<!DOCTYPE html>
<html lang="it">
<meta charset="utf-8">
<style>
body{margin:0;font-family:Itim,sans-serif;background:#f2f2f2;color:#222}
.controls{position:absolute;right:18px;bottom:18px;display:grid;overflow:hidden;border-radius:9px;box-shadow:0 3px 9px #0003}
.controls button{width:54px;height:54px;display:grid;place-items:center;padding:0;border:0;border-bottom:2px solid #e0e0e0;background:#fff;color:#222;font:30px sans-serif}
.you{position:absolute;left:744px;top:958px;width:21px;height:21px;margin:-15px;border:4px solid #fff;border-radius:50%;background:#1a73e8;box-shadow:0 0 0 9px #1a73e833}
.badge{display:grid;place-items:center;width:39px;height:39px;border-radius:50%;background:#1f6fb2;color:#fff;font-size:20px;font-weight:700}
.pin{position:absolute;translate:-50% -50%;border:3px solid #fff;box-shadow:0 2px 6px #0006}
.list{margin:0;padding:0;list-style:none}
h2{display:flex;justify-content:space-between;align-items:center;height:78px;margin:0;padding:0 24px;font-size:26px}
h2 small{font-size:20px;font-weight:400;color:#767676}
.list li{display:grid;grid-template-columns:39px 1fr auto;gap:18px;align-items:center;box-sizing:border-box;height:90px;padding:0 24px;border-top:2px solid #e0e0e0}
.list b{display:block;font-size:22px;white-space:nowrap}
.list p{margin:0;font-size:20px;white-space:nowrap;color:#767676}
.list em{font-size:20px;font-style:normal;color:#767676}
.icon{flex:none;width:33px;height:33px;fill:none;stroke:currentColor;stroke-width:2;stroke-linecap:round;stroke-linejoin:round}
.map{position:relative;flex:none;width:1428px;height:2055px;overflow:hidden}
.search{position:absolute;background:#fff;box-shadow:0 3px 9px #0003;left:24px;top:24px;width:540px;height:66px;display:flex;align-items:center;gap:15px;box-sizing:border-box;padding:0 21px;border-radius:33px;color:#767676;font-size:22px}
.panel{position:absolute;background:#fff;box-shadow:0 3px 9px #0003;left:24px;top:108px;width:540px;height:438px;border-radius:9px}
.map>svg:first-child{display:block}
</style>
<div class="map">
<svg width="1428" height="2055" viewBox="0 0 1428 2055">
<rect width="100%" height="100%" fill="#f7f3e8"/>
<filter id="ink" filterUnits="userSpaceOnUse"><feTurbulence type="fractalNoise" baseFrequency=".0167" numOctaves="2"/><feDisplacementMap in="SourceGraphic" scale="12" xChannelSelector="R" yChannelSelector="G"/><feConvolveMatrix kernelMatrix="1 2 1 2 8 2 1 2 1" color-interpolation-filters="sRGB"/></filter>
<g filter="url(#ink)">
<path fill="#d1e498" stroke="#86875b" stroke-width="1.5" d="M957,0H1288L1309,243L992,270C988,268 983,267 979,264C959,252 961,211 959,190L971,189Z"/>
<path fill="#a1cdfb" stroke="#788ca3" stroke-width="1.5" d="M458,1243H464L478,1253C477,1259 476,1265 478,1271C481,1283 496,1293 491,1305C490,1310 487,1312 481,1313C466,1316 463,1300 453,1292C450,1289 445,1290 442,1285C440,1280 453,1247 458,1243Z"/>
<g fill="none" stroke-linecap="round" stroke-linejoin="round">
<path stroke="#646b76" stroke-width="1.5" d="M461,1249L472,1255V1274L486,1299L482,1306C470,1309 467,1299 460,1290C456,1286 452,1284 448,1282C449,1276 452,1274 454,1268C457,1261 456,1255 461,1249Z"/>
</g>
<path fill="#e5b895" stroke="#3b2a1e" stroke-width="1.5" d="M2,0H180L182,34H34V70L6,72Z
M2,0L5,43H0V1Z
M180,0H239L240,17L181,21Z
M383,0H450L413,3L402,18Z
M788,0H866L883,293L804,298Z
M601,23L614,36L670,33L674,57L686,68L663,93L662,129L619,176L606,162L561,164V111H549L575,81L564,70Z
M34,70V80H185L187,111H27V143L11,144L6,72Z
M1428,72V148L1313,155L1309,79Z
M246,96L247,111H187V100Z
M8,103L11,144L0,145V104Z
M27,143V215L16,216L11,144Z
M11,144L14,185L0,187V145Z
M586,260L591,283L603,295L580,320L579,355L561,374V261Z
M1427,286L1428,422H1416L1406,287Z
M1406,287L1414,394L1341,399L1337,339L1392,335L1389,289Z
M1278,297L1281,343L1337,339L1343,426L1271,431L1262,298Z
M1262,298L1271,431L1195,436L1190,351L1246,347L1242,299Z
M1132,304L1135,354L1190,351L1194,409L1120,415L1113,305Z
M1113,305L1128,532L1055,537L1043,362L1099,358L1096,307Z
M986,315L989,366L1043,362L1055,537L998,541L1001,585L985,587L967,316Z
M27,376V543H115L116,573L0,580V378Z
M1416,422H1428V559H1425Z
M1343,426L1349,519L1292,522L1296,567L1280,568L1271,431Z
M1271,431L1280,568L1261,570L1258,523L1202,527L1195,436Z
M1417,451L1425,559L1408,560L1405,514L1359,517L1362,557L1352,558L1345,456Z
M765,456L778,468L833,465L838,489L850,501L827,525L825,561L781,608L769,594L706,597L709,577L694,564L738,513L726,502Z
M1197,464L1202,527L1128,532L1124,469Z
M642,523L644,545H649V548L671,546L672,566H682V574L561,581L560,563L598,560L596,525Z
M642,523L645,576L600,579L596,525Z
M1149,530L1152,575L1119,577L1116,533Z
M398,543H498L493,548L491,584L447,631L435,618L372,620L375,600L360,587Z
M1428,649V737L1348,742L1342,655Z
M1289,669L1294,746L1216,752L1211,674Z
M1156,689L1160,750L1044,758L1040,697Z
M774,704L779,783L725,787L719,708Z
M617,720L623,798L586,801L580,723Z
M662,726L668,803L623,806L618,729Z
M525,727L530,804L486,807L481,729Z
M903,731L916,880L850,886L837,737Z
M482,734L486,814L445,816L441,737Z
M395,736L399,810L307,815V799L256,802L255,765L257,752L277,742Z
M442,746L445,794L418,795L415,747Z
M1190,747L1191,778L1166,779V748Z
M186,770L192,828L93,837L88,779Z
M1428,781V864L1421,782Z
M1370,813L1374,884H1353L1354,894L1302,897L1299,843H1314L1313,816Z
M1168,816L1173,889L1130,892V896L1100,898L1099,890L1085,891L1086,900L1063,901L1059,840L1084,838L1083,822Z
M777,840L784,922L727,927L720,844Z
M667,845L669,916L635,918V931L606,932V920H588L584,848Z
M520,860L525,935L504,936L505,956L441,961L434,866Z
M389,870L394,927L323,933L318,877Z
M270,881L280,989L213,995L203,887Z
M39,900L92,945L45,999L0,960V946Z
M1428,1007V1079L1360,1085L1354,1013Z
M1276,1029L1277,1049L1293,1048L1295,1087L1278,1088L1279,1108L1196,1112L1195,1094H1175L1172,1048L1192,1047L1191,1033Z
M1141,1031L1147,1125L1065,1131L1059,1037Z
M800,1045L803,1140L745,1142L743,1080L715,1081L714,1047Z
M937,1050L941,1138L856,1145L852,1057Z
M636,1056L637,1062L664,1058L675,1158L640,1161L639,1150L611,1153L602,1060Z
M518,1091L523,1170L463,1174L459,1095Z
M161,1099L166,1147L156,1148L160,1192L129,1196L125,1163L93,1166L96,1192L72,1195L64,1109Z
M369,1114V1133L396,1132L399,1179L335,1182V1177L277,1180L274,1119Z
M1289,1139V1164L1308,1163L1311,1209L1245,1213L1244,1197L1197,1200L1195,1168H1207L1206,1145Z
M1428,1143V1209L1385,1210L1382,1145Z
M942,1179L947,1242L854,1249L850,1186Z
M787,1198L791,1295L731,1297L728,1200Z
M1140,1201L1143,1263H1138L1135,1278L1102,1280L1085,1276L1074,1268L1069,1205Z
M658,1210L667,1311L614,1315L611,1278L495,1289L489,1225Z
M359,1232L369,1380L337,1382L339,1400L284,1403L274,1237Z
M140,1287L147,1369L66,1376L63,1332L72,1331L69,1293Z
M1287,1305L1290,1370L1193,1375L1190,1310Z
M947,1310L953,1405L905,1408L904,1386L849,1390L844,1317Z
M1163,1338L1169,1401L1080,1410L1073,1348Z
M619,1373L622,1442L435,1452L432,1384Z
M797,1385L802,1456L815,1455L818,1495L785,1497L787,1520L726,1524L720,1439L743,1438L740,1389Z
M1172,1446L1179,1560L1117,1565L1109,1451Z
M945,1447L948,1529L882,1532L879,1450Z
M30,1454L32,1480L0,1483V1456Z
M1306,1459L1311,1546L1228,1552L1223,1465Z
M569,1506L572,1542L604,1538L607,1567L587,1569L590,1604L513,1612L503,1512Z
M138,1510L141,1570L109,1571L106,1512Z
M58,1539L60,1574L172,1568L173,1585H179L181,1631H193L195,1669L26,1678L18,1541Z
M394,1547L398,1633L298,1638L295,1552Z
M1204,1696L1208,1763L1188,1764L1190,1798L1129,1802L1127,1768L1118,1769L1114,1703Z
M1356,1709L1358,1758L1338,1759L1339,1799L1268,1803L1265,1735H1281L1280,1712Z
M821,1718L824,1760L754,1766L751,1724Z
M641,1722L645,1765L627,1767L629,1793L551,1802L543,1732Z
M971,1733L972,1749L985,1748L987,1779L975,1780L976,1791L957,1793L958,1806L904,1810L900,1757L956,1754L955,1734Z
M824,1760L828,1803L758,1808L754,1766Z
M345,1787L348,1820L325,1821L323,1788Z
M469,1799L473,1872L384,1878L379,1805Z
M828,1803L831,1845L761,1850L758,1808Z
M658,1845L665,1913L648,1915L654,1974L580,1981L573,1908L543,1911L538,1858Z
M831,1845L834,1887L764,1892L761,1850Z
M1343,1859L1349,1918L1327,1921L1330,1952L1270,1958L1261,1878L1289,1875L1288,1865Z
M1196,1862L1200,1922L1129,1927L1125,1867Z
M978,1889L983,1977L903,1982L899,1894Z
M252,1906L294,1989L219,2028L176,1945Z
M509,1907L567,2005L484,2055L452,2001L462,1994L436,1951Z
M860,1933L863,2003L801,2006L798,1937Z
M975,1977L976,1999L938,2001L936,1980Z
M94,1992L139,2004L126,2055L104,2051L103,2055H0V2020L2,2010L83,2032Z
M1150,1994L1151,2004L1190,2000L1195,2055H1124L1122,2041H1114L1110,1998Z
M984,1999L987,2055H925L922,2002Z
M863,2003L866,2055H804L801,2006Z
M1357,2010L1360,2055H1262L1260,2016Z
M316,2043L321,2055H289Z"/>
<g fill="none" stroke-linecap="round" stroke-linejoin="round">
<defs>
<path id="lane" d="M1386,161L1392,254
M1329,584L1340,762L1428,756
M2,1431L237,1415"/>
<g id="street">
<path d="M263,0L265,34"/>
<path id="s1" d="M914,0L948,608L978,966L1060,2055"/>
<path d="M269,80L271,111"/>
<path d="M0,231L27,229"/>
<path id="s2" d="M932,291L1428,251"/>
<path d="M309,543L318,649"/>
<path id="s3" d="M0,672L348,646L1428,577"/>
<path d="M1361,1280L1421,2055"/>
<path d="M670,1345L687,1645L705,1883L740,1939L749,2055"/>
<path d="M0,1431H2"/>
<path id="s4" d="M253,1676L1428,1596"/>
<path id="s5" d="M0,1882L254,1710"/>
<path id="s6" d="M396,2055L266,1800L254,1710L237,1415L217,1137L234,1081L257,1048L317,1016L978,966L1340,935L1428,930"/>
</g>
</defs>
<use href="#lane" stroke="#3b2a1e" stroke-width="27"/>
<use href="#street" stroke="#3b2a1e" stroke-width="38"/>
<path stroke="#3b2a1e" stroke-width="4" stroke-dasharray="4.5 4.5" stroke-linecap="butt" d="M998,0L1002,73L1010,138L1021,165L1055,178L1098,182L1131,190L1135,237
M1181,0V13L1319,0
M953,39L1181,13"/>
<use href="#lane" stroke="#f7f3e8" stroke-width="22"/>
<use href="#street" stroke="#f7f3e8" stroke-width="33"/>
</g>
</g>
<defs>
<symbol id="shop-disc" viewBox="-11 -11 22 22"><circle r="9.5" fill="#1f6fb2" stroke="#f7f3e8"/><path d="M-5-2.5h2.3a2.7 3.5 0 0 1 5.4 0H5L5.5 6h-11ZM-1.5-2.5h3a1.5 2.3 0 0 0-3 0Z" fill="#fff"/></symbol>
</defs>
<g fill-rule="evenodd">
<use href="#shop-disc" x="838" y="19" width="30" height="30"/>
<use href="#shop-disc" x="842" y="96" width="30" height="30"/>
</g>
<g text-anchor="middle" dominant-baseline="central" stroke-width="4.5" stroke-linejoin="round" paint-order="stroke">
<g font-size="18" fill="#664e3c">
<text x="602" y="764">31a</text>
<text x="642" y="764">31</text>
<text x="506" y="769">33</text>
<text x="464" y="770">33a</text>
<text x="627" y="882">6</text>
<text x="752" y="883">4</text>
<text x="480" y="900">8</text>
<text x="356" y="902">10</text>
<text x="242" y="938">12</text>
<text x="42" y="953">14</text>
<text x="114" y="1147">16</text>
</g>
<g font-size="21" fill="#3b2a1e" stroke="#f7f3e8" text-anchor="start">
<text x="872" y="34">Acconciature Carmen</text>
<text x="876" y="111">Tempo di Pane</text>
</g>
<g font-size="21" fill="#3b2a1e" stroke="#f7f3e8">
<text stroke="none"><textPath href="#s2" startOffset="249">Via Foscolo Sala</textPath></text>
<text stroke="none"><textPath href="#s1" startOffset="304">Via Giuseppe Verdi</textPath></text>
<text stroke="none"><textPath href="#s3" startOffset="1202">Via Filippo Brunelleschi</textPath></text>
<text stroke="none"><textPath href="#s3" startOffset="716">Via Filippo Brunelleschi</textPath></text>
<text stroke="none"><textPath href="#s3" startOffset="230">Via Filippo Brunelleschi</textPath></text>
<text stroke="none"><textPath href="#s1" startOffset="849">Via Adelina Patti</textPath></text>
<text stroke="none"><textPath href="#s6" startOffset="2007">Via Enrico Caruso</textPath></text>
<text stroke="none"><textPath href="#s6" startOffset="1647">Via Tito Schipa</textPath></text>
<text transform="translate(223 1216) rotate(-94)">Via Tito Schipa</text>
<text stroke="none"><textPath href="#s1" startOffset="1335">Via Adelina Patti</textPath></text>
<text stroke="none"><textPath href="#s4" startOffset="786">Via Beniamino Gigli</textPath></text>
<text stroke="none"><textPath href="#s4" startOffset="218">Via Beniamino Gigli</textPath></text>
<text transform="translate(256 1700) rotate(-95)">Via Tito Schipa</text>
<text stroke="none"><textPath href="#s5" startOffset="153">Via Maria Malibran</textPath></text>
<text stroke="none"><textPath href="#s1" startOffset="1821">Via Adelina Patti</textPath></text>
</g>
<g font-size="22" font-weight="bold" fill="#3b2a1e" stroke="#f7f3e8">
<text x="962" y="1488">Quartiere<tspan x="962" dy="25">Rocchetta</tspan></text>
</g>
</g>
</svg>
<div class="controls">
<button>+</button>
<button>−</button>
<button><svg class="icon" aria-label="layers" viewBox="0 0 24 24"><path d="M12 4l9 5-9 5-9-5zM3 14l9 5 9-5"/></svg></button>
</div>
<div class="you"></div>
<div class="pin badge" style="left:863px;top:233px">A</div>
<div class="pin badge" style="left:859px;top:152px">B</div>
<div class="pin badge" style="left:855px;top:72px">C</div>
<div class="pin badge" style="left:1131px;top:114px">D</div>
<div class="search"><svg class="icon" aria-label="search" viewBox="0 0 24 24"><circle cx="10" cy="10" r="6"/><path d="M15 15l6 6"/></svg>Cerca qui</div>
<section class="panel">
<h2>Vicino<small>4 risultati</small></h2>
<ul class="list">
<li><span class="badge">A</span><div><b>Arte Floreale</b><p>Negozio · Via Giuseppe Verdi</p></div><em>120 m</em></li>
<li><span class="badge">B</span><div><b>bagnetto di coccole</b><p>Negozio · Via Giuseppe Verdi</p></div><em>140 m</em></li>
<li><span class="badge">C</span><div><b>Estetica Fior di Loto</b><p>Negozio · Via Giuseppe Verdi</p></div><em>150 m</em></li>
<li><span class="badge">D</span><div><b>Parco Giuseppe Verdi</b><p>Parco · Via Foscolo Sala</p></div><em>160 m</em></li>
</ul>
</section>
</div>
======
What is expected: Lines containing the word "solid": copy every one of them from the records above.

Answer box:
.controls button{width:54px;height:54px;display:grid;place-items:center;padding:0;border:0;border-bottom:2px solid #e0e0e0;background:#fff;color:#222;font:30px sans-serif}
.you{position:absolute;left:744px;top:958px;width:21px;height:21px;margin:-15px;border:4px solid #fff;border-radius:50%;background:#1a73e8;box-shadow:0 0 0 9px #1a73e833}
.pin{position:absolute;translate:-50% -50%;border:3px solid #fff;box-shadow:0 2px 6px #0006}
.list li{display:grid;grid-template-columns:39px 1fr auto;gap:18px;align-items:center;box-sizing:border-box;height:90px;padding:0 24px;border-top:2px solid #e0e0e0}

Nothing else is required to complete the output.